Anchora, che veruno bechaio, o altra persona per lui, rechi o faccia recare alla taverna carne furtiva o morticina o inferma d’alcuna infermitade. Chi contro a ciò facessi, paghi per ciaschuna volta, per nome di pena, soldi venti di danari. Anchora, che veruno bechaio non possa nè debia tenere alla taverna da sera, per vendere carne, lume niuno. Chi farà contro a ciò, paghi per ogni volta soldi dieci di danari.

12. Che niuno sia impedito quando compra alcuna cosa.

Et se alcuno di questa arte fussi per comperare alcuna cosa che s’apartenessi alla detta arte, non sia veruno che lo impedischa, et quella non debbia adomandare infino a tanto che l’altro non è partito da merchato; a pena per ciaschuna volta, chi contraffarà, di soldi xx.

13. Che veruno non faccia mala compagnia a veruno.

Anchora, chi farà mala compagnia o rea ideranza2, paghi per ciaschuna volta al nostro Camarlingo soldi venti di danari. Anchora, qualunque persona di questa arte non observassi gli Statuti et gli ordinamenti di questa arte, che sono scripti nel Brieve, paghi per ciaschuna volta soldi cinque.

14. Come i Rettori sieno tenuti risquotere tutte le scripture che all’arte s’apartengono, et dielle al Camarlingo.

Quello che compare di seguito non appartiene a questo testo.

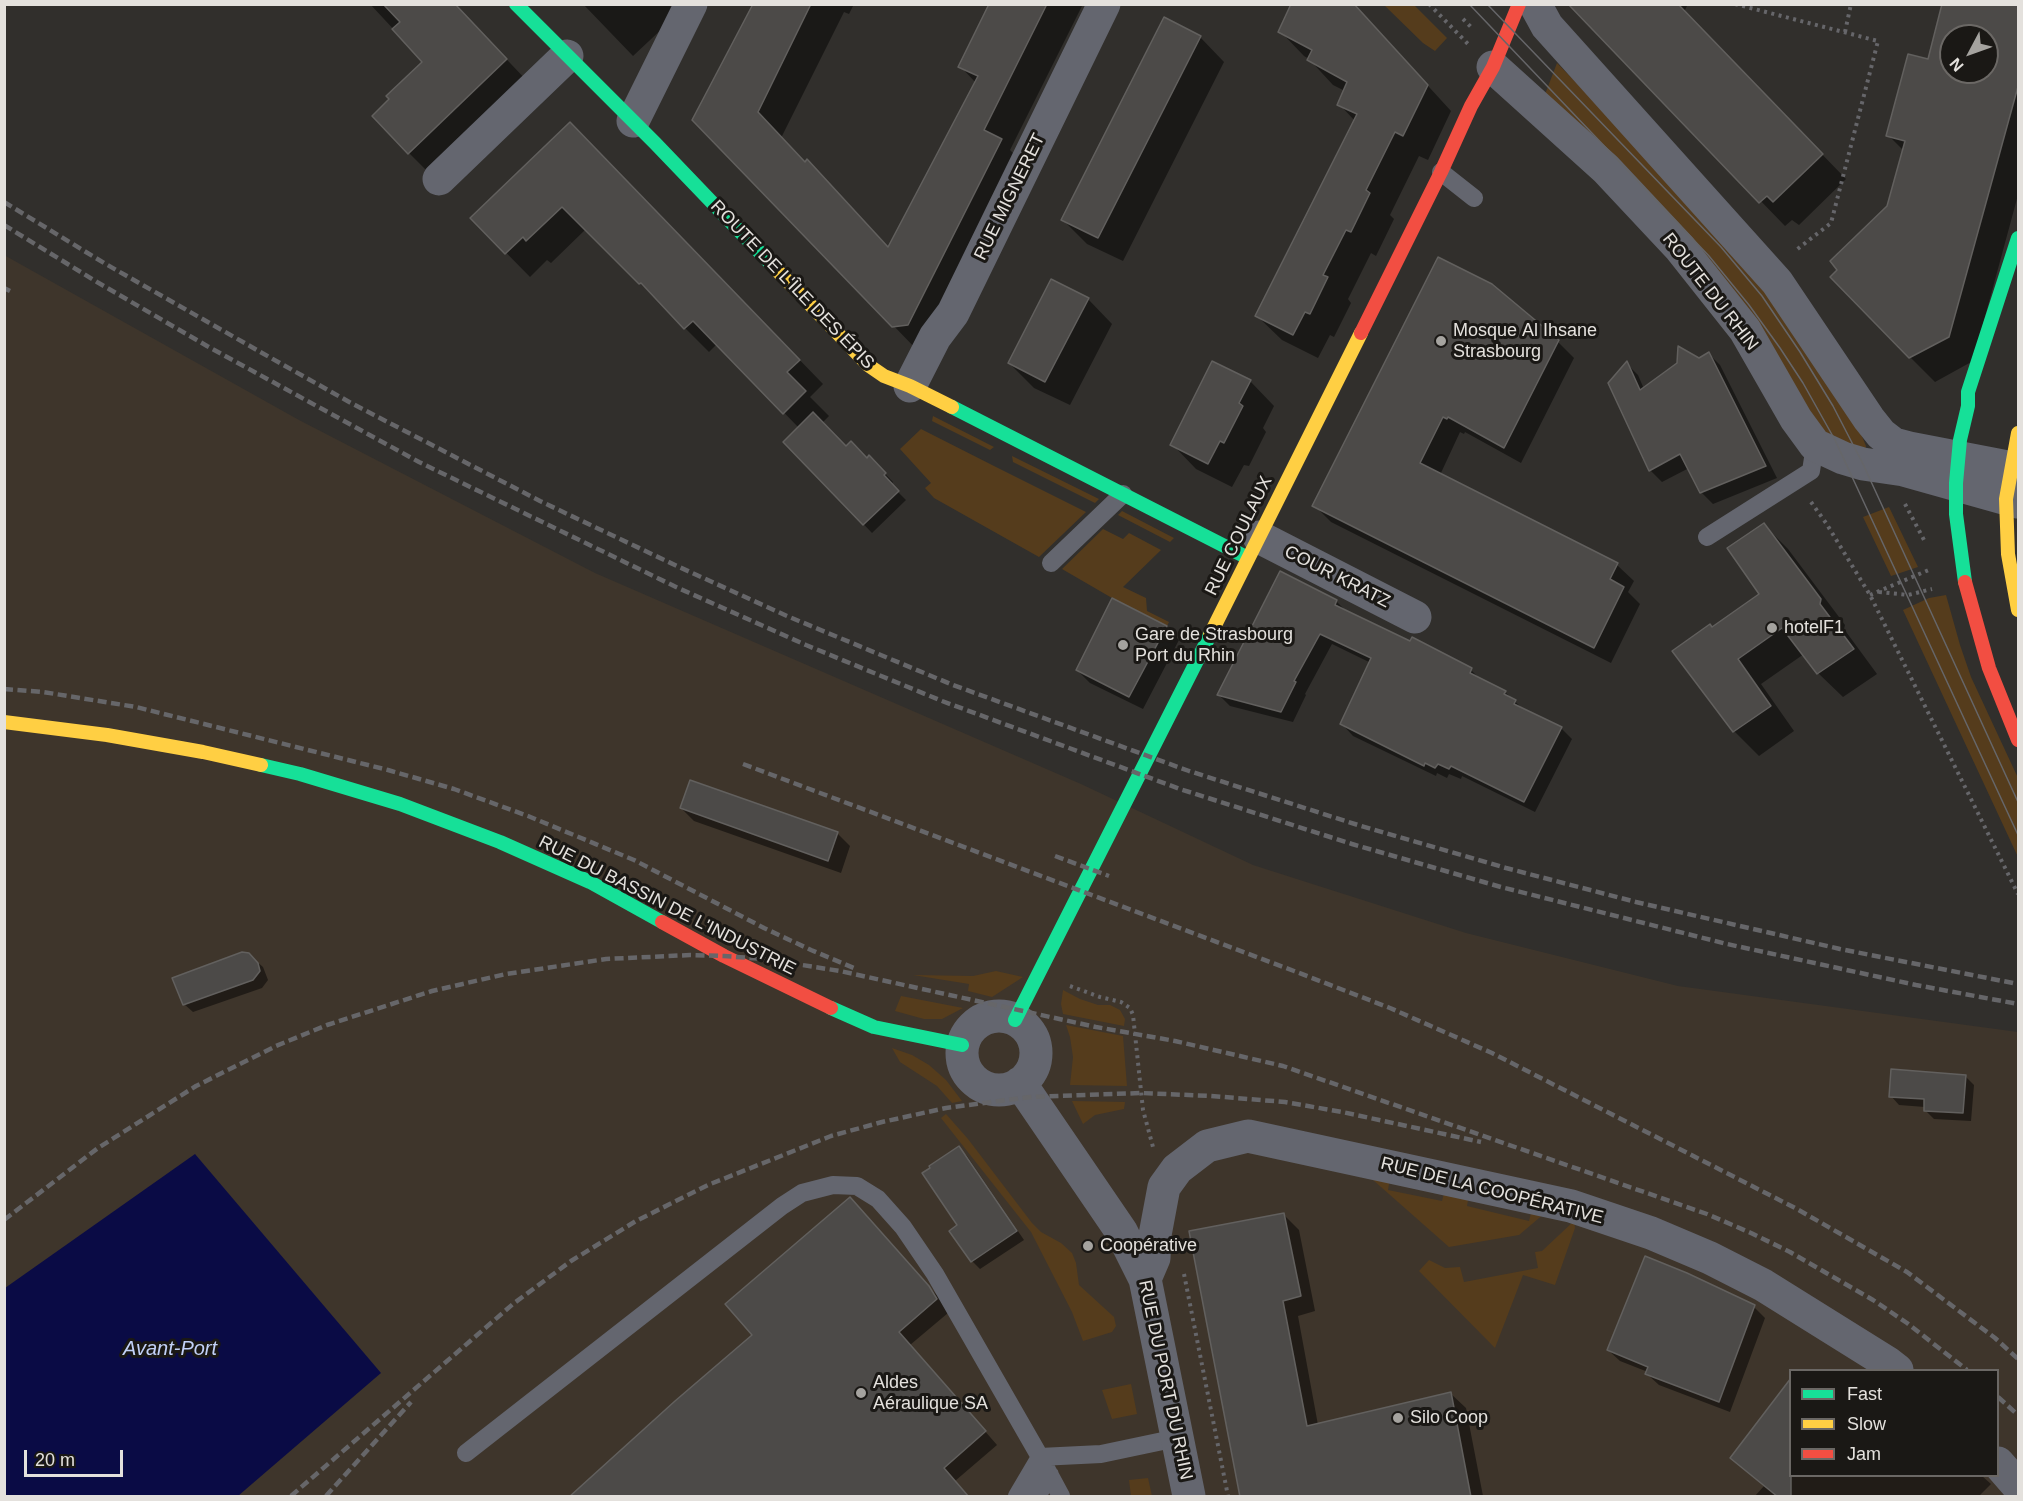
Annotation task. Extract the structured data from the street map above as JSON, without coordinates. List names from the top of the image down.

Se advenisse che i Rettori, tutti acti et carte che all’arte s’apartengono, sì fatti come quelli che si faranno, non faranno venire alle mani del Camarlingo dell’arte infra un mese di poi l’entrata del loro uficio, e spetialmente le carte de’ discepoli dell’arte; paghi ciaschuno Rettore, per pena, soldi dieci: et se coloro che tengono i detti discepoli non ubidissono in questa parte i nostri Rettori, cioè di quello che imporranno loro, paghi ciascuno soldi dieci.
  1. Bestia morta di suo male.
  2. Così il manoscritto, che non è troppo corretto. La parola è storpiata, ma il senso pare di concorrenza, come oggi si direbbe.